Search the entries below for the word "view" and copy every line where it appears.

____ GIVEN INFORMATION

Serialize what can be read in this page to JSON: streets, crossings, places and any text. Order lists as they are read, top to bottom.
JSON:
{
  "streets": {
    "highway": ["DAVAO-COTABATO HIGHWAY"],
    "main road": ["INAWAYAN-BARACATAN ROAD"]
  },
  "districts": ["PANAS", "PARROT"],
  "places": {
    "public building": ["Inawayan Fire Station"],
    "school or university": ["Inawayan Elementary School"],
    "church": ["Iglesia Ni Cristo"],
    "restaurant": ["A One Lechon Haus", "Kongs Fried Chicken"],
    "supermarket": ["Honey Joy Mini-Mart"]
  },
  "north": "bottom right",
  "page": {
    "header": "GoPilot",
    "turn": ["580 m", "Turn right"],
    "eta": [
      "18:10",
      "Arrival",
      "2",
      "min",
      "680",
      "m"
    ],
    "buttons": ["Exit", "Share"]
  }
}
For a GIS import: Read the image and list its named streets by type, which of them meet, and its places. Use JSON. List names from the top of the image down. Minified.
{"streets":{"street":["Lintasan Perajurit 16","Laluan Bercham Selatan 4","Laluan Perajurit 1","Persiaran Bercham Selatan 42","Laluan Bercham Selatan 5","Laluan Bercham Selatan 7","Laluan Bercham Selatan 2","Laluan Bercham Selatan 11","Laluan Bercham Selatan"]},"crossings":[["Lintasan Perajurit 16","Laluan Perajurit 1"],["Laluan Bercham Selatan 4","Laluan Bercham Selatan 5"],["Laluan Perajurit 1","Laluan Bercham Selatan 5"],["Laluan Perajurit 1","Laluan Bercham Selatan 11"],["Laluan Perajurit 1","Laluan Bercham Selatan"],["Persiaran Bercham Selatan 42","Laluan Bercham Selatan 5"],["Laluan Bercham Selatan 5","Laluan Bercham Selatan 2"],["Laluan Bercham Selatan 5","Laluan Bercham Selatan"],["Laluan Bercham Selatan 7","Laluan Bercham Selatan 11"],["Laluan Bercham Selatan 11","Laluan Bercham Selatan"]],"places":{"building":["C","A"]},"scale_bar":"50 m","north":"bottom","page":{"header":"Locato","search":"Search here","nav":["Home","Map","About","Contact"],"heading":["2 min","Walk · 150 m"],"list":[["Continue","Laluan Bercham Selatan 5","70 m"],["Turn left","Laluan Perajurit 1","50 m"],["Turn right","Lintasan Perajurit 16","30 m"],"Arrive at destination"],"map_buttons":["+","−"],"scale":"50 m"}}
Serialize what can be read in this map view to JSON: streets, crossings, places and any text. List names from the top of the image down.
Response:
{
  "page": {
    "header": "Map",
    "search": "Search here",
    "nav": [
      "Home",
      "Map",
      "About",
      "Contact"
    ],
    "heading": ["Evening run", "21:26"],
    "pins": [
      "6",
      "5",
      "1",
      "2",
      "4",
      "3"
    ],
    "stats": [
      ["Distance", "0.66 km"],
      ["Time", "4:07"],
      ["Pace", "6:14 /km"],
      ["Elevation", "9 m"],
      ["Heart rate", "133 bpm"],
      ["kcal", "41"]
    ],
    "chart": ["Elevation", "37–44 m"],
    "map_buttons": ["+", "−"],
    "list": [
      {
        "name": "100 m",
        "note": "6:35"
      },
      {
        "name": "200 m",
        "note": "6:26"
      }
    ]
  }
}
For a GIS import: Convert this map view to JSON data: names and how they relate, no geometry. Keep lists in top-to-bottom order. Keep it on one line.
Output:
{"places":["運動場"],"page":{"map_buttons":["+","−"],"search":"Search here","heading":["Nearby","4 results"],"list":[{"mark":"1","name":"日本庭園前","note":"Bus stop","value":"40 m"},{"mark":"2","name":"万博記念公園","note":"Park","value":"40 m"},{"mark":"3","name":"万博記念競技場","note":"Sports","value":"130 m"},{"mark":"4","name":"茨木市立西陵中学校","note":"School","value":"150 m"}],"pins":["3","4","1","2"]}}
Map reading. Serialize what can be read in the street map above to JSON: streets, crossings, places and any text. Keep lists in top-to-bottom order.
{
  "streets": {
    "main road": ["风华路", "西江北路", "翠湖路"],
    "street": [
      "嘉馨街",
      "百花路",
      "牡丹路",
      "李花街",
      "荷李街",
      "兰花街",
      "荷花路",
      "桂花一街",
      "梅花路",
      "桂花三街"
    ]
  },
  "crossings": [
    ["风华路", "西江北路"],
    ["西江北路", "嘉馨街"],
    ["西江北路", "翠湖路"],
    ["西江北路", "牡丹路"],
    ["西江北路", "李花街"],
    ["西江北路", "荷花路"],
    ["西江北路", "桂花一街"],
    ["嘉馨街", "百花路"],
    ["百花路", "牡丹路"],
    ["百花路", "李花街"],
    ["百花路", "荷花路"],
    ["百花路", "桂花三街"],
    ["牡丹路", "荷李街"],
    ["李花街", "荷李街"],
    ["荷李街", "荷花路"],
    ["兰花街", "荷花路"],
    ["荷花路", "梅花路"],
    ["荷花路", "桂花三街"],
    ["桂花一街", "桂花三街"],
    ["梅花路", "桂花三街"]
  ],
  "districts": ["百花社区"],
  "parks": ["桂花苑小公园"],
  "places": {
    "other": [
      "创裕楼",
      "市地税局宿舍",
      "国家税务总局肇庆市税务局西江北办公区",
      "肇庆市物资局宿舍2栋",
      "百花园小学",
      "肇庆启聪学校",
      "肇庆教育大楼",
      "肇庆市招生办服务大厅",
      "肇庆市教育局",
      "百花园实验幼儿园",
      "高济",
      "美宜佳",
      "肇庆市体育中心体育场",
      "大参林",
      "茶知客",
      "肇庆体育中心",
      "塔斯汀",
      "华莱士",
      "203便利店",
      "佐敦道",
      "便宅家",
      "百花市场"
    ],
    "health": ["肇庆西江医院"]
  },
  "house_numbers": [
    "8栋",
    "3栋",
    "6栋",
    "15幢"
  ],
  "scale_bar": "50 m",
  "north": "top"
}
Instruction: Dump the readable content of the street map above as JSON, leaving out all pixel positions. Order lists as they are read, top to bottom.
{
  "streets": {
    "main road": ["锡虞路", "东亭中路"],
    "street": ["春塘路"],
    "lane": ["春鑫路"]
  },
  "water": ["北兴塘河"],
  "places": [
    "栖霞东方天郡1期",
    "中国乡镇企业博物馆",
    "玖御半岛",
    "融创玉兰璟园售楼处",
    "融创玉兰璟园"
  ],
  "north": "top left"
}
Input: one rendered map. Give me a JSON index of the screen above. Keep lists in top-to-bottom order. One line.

________

▶ SOLUTION:
Serialize what can be read in this map view to JSON: streets, crossings, places and any text. List names from the top of the image down.
For a GIS import: Convert this map view to JSON data: names and how they relate, no geometry. Keep lists in top-to-bottom order. Keep it on one line.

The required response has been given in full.